Zebulon Pike and the Search for the Source of the Red River

The United States acquired the Louisiana territory in 1803, and soon afterward, Thomas Jefferson sent Lewis and Clark on the famous mission to explore the northern part of the purchase.

Jefferson sent Lt. Zebulon Pike and a company of soldiers to explore the southern boundary of the purchase in 1806. These men were to follow the Arkansas River to its source, head south and locate the headwaters of the Red River, and then follow the Red River back to Louisiana. On top of this, they were also tasked with escorting 51 Osage Indians back to their homes in Kansas.

Cool fact; Zebulon Pike married Clarissa Harlow Brown in 1801. They had one child who survived to adulthood, Clarissa Brown Pike, who later married President William Henry Harrison’s son, John Cleves Symmes Harrison.

On July 15, 1806, Pike and his crew sailed from a landing 14 miles north of St. Louis on the Missouri River and headed west. Five weeks later, they arrived at a village of the Little Osage and had a meeting with the chiefs of the tribe, where Pike encouraged a peaceful relationship and trade with Americans.

After two weeks of negotiations, Pike and his men moved on to the Pawnee Nation villages, where another week of negotiations took place. According to Pike’s notes, he smoked the pipe of peace with Pawnee, Osage, and Kansas Indians and felt he was doing well until he discovered the Pawnee didn’t want him to go any further west. After a show of force, Pike and company continued with their mission.
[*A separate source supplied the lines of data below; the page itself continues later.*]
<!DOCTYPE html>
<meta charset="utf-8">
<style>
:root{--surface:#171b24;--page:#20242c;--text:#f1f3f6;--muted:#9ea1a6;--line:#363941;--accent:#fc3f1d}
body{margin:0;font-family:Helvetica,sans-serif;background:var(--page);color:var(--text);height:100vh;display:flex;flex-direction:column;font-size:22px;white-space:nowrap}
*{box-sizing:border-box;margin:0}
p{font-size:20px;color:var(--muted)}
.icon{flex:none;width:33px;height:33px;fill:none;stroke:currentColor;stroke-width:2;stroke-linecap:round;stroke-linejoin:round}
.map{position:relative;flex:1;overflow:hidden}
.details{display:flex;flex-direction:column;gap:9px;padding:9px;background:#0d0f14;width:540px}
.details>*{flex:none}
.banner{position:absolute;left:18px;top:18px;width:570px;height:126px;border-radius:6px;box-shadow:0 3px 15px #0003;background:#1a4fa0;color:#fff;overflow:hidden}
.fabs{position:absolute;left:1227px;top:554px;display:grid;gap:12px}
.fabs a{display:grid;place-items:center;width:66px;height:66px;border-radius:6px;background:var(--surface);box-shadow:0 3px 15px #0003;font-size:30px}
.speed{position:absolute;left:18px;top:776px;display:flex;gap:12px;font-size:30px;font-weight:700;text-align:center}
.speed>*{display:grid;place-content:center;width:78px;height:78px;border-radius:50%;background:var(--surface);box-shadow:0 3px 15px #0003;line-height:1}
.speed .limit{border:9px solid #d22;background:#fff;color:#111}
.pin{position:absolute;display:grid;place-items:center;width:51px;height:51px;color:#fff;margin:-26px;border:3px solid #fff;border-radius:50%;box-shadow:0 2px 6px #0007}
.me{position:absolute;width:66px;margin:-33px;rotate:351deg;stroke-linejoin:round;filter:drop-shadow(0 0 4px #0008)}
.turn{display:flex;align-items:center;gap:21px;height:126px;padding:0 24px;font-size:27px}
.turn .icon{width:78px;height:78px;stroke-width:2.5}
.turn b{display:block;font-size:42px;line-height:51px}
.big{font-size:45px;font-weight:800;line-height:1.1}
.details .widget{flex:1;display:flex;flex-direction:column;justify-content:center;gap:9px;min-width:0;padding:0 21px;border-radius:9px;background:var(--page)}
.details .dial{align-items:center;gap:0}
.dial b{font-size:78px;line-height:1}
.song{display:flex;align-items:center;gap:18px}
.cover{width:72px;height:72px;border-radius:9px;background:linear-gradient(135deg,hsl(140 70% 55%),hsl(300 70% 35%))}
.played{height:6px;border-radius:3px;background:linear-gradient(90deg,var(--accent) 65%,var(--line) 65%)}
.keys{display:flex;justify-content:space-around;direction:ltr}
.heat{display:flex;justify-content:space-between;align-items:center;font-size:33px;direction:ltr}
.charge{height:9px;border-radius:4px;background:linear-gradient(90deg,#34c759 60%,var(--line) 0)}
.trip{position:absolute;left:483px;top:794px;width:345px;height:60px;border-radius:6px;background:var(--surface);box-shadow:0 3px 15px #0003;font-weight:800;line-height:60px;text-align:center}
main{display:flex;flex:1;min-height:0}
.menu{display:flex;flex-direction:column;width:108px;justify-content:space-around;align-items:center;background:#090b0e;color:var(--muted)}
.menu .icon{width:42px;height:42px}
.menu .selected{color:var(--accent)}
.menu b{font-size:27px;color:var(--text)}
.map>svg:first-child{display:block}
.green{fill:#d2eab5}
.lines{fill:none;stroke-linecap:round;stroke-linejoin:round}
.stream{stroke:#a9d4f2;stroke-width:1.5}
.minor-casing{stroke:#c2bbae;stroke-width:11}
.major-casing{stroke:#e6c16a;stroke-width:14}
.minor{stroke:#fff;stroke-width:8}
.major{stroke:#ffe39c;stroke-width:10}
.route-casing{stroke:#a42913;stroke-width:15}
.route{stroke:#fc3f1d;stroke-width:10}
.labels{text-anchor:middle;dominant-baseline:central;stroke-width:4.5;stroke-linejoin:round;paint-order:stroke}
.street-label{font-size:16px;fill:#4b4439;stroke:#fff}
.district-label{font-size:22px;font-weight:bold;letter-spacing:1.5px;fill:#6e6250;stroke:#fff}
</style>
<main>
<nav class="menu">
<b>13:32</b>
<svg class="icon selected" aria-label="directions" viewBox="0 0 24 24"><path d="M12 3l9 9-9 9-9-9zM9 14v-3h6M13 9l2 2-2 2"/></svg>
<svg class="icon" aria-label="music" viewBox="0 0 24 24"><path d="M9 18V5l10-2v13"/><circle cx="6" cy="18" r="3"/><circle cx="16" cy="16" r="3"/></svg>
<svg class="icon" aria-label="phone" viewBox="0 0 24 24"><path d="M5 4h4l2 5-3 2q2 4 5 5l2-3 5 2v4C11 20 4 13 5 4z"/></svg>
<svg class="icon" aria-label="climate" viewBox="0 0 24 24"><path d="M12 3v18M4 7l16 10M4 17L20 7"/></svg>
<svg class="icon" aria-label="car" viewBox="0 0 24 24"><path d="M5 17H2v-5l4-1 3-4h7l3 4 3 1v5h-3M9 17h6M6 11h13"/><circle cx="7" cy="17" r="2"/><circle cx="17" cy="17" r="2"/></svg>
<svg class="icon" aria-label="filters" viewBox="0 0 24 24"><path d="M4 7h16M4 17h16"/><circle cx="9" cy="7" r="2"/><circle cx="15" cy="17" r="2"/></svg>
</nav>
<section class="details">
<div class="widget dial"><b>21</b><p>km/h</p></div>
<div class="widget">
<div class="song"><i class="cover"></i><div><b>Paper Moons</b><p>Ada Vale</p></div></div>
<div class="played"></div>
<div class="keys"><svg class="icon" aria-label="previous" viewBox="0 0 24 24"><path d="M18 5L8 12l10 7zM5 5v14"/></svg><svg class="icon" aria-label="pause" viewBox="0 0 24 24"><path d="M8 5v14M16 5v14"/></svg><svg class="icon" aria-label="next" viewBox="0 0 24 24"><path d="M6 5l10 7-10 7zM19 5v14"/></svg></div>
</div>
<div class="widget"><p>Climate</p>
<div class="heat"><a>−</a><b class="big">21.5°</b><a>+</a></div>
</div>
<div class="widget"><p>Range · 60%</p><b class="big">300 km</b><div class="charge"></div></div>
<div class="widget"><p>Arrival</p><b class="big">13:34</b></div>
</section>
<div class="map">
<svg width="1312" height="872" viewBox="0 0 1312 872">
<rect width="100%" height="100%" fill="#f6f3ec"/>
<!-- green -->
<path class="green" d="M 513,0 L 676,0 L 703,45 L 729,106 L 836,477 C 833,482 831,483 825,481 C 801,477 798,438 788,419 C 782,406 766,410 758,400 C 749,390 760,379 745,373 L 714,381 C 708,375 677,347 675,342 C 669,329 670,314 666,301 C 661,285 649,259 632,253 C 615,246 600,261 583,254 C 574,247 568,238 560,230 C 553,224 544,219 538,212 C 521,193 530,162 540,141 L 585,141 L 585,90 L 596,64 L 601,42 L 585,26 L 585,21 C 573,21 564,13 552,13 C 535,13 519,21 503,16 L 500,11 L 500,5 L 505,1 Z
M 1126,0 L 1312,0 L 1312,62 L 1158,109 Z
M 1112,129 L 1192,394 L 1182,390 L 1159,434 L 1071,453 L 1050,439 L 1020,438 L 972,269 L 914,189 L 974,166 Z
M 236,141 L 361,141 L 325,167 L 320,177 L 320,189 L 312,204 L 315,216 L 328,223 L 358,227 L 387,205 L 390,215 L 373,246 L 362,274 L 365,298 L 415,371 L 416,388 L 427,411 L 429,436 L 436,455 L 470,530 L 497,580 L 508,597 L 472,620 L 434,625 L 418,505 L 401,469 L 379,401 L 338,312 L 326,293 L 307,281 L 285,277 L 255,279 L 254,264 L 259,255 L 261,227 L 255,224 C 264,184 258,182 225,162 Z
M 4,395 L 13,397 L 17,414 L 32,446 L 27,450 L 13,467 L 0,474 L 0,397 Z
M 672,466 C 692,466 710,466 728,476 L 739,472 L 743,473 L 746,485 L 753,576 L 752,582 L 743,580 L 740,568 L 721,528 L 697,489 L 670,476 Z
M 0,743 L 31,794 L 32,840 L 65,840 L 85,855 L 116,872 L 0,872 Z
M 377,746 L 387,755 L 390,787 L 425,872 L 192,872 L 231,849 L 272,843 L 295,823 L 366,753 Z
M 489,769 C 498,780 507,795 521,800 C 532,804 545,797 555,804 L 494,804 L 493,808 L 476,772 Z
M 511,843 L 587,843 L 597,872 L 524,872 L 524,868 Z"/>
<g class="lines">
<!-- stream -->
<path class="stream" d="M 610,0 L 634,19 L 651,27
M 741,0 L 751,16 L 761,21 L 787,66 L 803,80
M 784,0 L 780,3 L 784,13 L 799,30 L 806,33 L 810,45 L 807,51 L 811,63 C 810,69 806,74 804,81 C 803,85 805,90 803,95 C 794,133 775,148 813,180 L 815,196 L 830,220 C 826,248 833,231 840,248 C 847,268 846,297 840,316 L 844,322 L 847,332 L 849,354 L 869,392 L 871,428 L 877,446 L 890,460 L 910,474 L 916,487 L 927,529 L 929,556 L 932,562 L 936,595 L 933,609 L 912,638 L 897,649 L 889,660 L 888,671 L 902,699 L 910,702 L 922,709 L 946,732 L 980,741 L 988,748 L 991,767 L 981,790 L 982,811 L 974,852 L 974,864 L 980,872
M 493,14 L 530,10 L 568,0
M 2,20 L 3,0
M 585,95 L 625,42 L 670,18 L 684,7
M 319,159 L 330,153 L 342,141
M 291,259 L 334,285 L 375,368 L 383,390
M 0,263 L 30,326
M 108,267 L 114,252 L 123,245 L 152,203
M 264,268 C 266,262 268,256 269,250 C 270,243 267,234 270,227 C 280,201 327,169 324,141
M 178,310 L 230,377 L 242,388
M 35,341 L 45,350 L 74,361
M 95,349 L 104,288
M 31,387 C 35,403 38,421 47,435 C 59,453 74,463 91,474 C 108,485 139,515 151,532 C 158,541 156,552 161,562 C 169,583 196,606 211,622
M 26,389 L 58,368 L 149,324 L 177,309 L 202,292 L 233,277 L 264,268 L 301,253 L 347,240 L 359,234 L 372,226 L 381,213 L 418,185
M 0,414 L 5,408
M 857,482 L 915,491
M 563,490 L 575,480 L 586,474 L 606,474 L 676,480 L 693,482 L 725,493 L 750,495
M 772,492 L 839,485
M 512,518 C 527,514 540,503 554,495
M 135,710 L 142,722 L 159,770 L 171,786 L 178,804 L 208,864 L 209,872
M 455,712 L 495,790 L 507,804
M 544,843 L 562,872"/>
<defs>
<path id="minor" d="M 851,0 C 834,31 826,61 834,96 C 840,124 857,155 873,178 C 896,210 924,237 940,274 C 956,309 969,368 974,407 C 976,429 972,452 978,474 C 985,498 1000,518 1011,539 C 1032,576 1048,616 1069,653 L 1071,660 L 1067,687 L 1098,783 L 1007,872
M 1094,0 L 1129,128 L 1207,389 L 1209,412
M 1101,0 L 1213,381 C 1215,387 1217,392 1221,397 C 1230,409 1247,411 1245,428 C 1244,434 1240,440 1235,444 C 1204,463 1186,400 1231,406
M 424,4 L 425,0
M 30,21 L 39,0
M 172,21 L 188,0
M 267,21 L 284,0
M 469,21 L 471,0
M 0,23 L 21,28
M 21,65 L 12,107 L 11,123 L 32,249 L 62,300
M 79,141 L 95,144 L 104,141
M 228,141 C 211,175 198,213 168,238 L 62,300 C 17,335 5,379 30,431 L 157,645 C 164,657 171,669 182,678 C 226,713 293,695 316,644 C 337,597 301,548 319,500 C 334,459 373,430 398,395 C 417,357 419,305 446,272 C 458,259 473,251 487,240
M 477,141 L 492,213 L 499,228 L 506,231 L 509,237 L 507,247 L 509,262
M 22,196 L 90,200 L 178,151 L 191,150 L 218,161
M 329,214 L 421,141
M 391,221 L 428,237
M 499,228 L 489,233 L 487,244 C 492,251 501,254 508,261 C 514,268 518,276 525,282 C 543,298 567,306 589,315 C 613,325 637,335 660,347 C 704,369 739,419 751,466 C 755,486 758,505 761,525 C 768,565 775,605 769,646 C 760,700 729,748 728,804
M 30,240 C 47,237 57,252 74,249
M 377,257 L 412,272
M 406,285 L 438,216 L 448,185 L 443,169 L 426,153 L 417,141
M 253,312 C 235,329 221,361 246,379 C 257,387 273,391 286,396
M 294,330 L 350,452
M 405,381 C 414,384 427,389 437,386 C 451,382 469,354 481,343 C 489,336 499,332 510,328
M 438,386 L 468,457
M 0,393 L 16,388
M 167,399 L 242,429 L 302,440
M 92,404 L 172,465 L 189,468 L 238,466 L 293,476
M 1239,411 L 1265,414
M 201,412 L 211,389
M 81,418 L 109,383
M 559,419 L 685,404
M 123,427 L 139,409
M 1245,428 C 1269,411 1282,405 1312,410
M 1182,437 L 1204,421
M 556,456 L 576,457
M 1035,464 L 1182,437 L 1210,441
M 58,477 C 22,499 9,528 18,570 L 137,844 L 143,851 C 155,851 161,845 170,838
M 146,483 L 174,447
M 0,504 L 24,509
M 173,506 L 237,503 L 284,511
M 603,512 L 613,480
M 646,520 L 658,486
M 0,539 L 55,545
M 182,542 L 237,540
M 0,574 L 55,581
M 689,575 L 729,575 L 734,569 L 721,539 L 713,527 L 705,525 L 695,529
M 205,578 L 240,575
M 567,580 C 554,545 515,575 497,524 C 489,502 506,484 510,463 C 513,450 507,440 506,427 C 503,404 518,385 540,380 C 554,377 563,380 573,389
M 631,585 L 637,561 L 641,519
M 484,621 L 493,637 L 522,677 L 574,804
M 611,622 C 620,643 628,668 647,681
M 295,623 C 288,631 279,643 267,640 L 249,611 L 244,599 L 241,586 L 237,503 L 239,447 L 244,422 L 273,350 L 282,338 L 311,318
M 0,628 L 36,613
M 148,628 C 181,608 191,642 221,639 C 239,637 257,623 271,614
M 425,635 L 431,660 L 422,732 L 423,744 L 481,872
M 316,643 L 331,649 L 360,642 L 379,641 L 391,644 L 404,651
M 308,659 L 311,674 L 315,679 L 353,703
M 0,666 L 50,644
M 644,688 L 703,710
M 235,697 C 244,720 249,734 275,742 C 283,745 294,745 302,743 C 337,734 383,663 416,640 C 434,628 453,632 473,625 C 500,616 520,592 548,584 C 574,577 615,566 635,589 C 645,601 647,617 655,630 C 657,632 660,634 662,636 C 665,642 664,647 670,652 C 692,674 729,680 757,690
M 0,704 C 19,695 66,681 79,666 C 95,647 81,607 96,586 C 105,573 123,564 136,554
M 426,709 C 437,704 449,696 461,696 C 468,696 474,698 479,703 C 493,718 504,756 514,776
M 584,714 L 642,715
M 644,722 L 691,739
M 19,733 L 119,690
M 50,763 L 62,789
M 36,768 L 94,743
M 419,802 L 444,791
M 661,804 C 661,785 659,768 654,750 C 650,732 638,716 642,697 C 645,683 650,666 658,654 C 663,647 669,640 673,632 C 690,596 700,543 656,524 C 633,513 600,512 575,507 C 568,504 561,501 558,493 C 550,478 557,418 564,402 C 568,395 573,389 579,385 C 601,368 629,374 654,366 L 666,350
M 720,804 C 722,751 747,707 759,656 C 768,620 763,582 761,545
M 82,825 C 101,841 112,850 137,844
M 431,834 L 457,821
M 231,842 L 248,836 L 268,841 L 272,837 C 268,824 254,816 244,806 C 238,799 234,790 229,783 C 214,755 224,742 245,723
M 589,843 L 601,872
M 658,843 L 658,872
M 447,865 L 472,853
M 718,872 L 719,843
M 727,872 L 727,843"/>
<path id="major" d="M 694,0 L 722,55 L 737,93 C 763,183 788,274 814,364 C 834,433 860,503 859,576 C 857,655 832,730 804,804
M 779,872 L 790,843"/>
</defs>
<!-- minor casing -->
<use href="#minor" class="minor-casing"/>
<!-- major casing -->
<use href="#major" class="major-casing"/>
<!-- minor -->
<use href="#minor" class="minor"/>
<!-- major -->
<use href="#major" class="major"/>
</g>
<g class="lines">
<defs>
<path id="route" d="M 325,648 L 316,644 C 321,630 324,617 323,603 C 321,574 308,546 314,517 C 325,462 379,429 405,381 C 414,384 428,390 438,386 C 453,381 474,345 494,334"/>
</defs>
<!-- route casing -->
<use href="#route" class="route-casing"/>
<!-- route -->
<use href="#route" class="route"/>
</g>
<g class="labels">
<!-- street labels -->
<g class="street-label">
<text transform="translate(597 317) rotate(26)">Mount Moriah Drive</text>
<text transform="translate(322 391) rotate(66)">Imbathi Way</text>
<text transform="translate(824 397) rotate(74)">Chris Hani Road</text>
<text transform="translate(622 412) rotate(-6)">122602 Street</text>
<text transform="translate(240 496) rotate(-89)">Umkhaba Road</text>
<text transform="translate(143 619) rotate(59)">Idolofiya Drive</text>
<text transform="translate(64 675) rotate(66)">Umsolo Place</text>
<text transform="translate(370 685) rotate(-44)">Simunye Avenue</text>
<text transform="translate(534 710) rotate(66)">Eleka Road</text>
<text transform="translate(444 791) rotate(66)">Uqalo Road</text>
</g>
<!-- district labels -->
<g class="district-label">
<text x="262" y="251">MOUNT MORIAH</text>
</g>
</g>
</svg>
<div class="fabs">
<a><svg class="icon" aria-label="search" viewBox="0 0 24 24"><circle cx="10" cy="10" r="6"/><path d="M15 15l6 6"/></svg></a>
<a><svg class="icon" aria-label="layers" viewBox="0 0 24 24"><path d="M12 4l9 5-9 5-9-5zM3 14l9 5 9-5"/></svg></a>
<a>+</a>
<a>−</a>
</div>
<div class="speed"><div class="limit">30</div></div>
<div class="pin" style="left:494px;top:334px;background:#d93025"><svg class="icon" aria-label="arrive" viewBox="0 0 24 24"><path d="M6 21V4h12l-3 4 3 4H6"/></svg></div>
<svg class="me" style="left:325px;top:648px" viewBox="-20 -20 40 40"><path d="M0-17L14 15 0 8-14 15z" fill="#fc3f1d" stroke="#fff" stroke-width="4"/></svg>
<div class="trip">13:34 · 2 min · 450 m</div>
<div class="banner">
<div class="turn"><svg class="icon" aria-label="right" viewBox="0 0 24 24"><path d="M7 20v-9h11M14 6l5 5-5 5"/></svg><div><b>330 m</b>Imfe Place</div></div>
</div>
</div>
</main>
Eleven days later, Pike found the Arkansas River, set up camp, hunted and stored up meat, and constructed two canoes. Soon, they were heading upstream and two weeks later, they caught their first view of the “Mexican Mountains,” or the Front Range around Pike’s Peak.

Cool fact: Pike’s expedition was written in an account he published in 1810. The book was translated in various languages like Dutch, German and French due to its popularity.

Pike and company built a temporary structure near the confluence of Fountain Creek and the Arkansas River. From here, Pike, Doctor Robinson, and Private Miller, and Private Brown set out to climb Pike’s Peak. They didn’t make the summit, having grossly under-estimated the difficulty and the distance involved, and returned to camp after a week absence before gathering the full company and heading upstream along the Arkansas.

At the Royal Gorge, they tried to find some other way west. At this point, they began a series of journeys that basically led them in circles. Finally, they came to the Arkansas again, believing it was the Red River.

Pike and a couple of his men went north to locate and map the headwaters of the river while the rest of the party went south. Four days later, Pike returned to the main group and spent Christmas somewhere near where Salida is now.

Thinking they were now following the Red River and the main parts of their mission were accomplished, they moved back downstream. When they came to the Royal Gorge again and realized their mistake, they turned south, fought their way up Grape Creek, and entered the Wet Mountain Valley.

For twelve days they made their way south, looking for a way to go west through that great wall of mountains we call the Sangre de Cristos and emerging at the edge of the Great Sand Dunes.

For five days they travelled south in the valley, crossing the Rio Grande and continuing until they came to the Conejos River at a place where warm springs flowed out of the ground and kept the river free of ice. This is where they built Pike’s Stockade (just north of Manassa) and prepared to last out the winter.

On February 7, Doctor Robinson headed out on his own to visit Santa Fe. On the 16th, a Spanish dragoon arrived and invited Pike to come to Santa Fe. He respectfully declined, saying his men had been scattered all over the countryside and were now returning to continue their journey back to Louisiana.

On the 26th, a company of dragoons arrived and set about “inviting” Pike to accept the Governor’s hospitality and visit him in Santa Fe. On the 28th, Pike and most of his men left camp with the Spaniards and headed for Santa Fe. This is where the formal Pike Expedition ended.

In Santa Fe, Pike’s baggage was searched and Governor Allencaster inspected his commission and orders. Pike and his men were taken to Chihuahua, Mexico to meet with His Excellency, Commandant General Salcedo, where his papers and records were again inspected and reviewed. Pike says he was never arrested on this journey and actually learned quite a bit about the military forces, geography, political sentiments, and dispositions of the local people he met along the way.

The Spanish returned Pike and his men to Natchitoches, Louisiana on July 1, 1807. In 1810, he published his final report of the expedition as a book. It was filled with a lot of valuable information and was widely read. But in the end, he never did locate the headwaters of the Red River.